I know how you feel I suffer terribly with anxiety. I find watching YouTube videos with relaxation themes very helpful. There are some meditations also with great music and it really does help me a lot. I also have a friend I chat to on Yahoo, I guess you could use a real life friend? and I talk it through which also does help. Sometimes I go for walk, or I might burn lavender oils at home, different things work for me at different times. I know it is really difficult to deal with anxiety but you can get to a space where you feel more comfortable. I hope some of the suggestions help you. Failing all these you could ask your doctor to prescribe you something on the short term or long term depending.

tom_g's avatar

Some great advice above. Exercise, simple breathing techniques (which require full, proper exhalation to avoid hyperventilation), and meditation. The only thing I would recommend is to try to turn towards the anxiety rather than suppressing it. Of course, you’ll have to try this practice when you are in a safe environment. But suppression at best is simply postponement.
You might want to check out MBSR (and Jon Kabat-Zinn).

marinelife's avatar

I use Calms Forte, a completely herbal anti-anxiety aid.

gailcalled's avatar

Re @tom-g; I learned what I know from an 8-week course on Mind/Body Wellness, given by one of Kabat-Zin’s gurulets.
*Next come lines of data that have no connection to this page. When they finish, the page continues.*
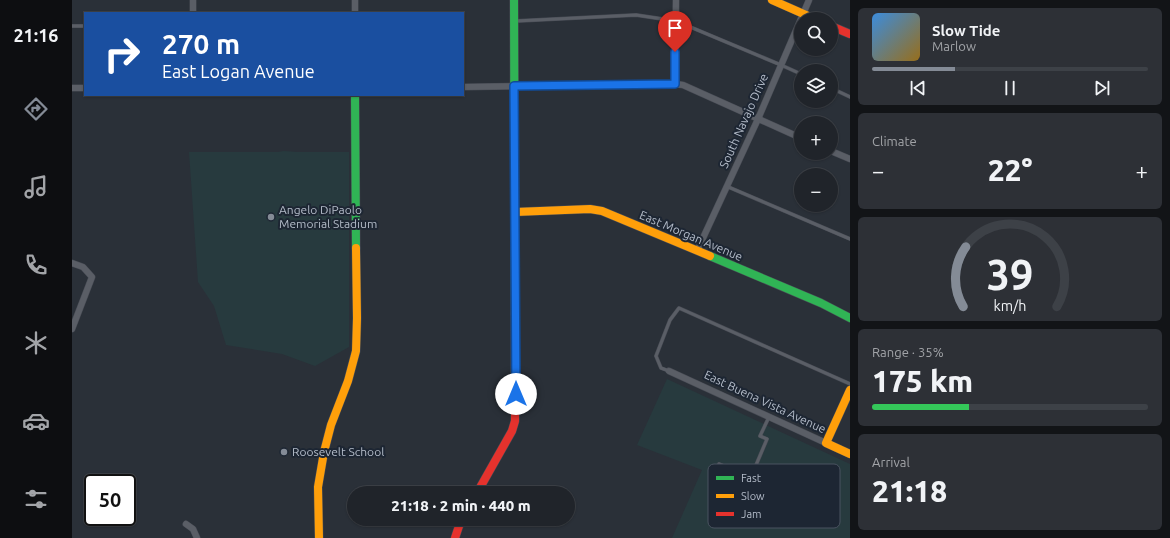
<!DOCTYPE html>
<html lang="en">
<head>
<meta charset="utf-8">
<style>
  :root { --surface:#20242a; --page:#2d3036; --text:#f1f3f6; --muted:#a2a4a8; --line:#3d4147; --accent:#848b96 }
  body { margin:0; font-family:Ubuntu,sans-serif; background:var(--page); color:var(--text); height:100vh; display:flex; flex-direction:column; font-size:15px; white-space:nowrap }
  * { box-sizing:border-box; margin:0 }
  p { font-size:13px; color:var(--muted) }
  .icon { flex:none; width:22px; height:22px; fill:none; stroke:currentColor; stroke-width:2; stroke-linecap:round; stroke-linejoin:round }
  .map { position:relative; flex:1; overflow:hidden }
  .details { display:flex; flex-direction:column; gap:8px; padding:8px; background:#121417; width:320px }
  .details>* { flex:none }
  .top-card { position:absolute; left:12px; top:12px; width:380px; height:84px; border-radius:0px; box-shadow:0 1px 3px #0004,0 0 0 1px var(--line); background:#1a4fa0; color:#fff; overflow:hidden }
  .controls { position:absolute; left:722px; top:12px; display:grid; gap:8px }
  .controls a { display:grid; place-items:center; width:44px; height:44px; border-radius:50%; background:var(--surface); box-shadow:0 1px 3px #0004,0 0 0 1px var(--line); font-size:20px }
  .speed { position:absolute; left:12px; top:474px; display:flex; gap:8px; font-size:20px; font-weight:700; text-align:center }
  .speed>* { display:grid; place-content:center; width:52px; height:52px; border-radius:50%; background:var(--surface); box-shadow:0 1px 3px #0004,0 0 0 1px var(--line); line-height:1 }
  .speed .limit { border:2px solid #111; border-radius:6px; background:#fff; color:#111 }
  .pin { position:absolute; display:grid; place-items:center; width:34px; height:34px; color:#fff; margin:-41px -17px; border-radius:50% 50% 50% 0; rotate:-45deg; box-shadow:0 0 4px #0007 }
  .pin .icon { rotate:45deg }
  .me { position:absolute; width:44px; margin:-22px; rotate:0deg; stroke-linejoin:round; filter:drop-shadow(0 0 3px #0008) }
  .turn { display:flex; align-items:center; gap:14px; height:84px; padding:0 12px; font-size:18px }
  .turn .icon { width:52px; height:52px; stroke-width:2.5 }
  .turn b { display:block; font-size:28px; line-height:34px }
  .big { font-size:30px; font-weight:800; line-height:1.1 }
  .details .card { flex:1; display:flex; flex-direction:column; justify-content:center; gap:6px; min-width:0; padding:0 14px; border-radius:6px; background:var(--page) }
  .details .dial { align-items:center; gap:0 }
  .dial svg { height:104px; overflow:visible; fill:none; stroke:var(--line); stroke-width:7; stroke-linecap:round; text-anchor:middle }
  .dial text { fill:var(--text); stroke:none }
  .song { display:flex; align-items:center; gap:12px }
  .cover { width:48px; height:48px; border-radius:6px; background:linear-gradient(135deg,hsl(210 70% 55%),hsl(40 70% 35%)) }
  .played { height:4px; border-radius:2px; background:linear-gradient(90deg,var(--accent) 30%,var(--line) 30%) }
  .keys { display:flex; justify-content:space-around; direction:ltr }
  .heat { display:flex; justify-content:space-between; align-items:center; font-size:22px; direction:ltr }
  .charge { height:6px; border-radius:3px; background:linear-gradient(90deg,#34c759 35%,var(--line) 0) }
  .trip { position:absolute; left:275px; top:486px; width:228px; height:40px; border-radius:20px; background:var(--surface); box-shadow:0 1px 3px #0004,0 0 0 1px var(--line); font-weight:800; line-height:40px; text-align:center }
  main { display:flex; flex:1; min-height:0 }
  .tabs { display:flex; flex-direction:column; width:72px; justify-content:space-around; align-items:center; background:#0d0e11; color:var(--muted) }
  .tabs .icon { width:28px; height:28px }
  .tabs .current { color:var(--accent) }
  .tabs b { font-size:18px; color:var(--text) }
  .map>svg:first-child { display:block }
  .green { fill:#273a3e }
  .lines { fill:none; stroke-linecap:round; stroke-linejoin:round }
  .lane-casing { stroke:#484c55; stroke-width:4 }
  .street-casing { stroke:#484c55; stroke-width:7 }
  .fast-casing { stroke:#484c55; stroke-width:9 }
  .slow-casing { stroke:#484c55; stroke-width:9 }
  .jam-casing { stroke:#484c55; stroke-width:9 }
  .lane { stroke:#5a5e66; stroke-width:3 }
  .street { stroke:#5a5e66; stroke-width:6 }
  .fast { stroke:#30b455; stroke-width:8 }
  .slow { stroke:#ff9f0a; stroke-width:8 }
  .jam { stroke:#e5322d; stroke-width:8 }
  .route-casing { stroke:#114b97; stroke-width:10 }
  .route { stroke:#1a73e8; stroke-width:7 }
  .poi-dot { fill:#848b96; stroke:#1d2633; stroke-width:1.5 }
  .labels { text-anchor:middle; stroke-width:4; stroke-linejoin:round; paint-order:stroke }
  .street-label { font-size:12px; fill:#b4bcc9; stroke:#1d2633 }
  .poi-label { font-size:12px; fill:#b4bcc9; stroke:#1d2633; text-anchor:start }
  .key { fill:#1d2633; stroke:#4a5360; stroke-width:1 }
  .key-label { font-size:11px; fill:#b4bcc9 }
</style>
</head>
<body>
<main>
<nav class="tabs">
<b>21:16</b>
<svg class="icon current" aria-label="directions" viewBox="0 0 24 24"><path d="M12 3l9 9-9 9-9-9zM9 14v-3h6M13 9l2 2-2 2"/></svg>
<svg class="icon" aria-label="music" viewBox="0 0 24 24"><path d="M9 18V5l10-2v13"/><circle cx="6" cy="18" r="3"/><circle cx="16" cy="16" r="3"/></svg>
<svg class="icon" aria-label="phone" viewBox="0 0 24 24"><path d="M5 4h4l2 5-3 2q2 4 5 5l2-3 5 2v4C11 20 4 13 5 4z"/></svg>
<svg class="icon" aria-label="climate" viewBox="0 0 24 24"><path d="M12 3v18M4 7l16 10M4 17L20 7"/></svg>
<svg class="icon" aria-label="car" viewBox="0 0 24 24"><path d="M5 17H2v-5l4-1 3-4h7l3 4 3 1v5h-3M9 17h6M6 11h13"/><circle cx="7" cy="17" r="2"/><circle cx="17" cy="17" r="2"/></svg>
<svg class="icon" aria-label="filters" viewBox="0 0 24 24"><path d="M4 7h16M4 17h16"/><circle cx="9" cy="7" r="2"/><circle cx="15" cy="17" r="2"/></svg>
</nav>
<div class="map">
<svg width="778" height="538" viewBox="0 0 778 538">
  <rect width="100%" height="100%" fill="#2a3038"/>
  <!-- green -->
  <g class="green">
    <path d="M 212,151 L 225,152 L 277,152 L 277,347 L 243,366 L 210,354 L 154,345 L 142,306 L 126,282 L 117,152 L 206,152 Z"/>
    <path d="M 595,379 L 778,464 L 778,538 L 600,538 L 630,470 L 565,445 Z"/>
  </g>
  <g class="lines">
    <defs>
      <g id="lane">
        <path d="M 444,21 L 564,15 L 604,21 L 709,65 L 729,74"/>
        <path d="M 0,26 L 13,26"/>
        <path d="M 759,88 L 778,97"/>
        <path d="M 654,186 L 778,239"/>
        <path d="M 597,371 L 589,368 L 584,356 L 598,320 L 607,308 L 778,384"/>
        <path d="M 647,464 L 679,477 L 695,439 L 688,436 L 697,417"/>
      </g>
      <g id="street">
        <path d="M 121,0 L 121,13"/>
        <path d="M 283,13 L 283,0"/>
        <path d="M 603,84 L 604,0"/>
        <path d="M 391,87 L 603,84 L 611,85 L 729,138"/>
        <path d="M 0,88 L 13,88"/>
        <path d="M 759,151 L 778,159"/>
        <path d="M 625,251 L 686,119 L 737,0"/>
        <path d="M 0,263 L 11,267 L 20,277 L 0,329"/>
        <path d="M 597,371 L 754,443"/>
        <path d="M 114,524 L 121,529 L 125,538"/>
      </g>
      <g id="fast">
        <path d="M 442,0 L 443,314"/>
        <path d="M 283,95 L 284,248"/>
        <path d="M 638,256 L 749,303 L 778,318"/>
      </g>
      <g id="slow">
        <path d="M 700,0 L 743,19"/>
        <path d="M 443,212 L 518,209 L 530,211 L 638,256"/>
        <path d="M 778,390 L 754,443 L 778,454"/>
        <path d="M 247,538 L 246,487 L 252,452 L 259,425 L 276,381 L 284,351 L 285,318 L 284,248"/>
      </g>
      <g id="jam">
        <path d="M 759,26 L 778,34"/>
        <path d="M 405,493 L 440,431 L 443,421 L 443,314"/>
        <path d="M 383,538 L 387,526 L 391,519"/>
      </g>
    </defs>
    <!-- lane casing -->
    <use href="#lane" class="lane-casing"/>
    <!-- street casing -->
    <use href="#street" class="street-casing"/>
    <!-- fast casing -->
    <use href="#fast" class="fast-casing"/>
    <!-- slow casing -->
    <use href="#slow" class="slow-casing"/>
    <!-- jam casing -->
    <use href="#jam" class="jam-casing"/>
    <!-- lane -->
    <use href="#lane" class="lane"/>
    <!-- street -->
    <use href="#street" class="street"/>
    <!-- fast -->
    <use href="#fast" class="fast"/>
    <!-- slow -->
    <use href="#slow" class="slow"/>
    <!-- jam -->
    <use href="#jam" class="jam"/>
  </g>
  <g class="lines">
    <defs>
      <path id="route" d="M 444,394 L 442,86 L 603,84 L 603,52"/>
    </defs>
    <!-- route casing -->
    <use href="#route" class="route-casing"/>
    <!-- route -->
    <use href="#route" class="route"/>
  </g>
  <!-- markers -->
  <g class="poi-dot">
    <circle cx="199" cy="217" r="4"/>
    <circle cx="212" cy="452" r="4"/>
  </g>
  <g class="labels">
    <!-- street labels -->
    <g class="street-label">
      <text transform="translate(672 121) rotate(-66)" y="4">South Navajo Drive</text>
      <text transform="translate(619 236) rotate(23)" y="4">East Morgan Avenue</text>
      <text transform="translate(693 402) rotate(25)" y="4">East Buena Vista Avenue</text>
    </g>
    <!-- poi labels -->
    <g class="poi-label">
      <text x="207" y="214">Angelo DiPaolo<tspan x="207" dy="14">Memorial Stadium</tspan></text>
      <text x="220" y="456">Roosevelt School</text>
    </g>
  </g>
  <!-- legend -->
  <rect x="636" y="464" width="132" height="64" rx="6" class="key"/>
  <rect x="644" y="476" width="18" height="4" fill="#30b455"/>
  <rect x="644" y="494" width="18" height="4" fill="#ff9f0a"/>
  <rect x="644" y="512" width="18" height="4" fill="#e5322d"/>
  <g class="key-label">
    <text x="669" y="482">Fast</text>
    <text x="669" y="500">Slow</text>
    <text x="669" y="518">Jam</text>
  </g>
</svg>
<div class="controls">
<a><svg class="icon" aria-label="search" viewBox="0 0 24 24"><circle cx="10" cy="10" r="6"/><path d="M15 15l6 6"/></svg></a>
<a><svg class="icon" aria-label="layers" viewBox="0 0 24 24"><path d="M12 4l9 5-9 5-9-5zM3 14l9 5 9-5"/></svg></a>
<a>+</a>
<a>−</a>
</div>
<div class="speed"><div class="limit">50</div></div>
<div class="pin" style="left:603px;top:52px;background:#d93025"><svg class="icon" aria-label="arrive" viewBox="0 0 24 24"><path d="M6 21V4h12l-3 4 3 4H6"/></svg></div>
<svg class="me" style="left:444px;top:394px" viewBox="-20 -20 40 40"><circle r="19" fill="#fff"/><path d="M0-13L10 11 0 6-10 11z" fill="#1a73e8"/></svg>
<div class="trip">21:18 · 2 min · 440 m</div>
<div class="top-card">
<div class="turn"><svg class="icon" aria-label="right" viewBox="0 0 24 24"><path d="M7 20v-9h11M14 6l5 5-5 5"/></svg><div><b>270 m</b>East Logan Avenue</div></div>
</div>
</div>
<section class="details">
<div class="card">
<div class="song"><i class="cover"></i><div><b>Slow Tide</b><p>Marlow</p></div></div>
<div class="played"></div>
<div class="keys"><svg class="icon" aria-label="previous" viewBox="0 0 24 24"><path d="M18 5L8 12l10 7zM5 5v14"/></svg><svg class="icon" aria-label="pause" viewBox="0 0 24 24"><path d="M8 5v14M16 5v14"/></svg><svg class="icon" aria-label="next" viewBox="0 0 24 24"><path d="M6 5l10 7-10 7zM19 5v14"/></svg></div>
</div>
<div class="card"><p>Climate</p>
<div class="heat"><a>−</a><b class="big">22°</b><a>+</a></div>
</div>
<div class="card dial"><svg viewBox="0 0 100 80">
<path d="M14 69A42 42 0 1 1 86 69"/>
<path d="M14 69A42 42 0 0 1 16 23" stroke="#848b96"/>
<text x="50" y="56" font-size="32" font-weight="700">39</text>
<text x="50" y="72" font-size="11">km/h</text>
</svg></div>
<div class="card"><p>Range · 35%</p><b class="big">175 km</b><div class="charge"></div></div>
<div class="card"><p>Arrival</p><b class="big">21:18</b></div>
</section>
</main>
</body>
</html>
I used his (then) tapes for years, until I had them memorized. Now you can get the info on CDs. Info, including some printable info sheets, here

I also found his first book, Full Catastrophe Living to have been vital to the way I changed my thinking.

mattbrowne's avatar

First rule out it’s a medical disorder. If it’s not, then there are a lot of useful self-help books. A classic is Dale Carnegie though mostly based on anecdotal evidence. Check out this overview

I like this part:

“What is the worst that can possibly happen if I can’t solve my problem? Prepare yourself mentally to accept the worst, if necessary. Then calmly try to improve upon the worst, which you have already mentally agreed to accept.”

A scientific approach is offered by numerous positive psychology books.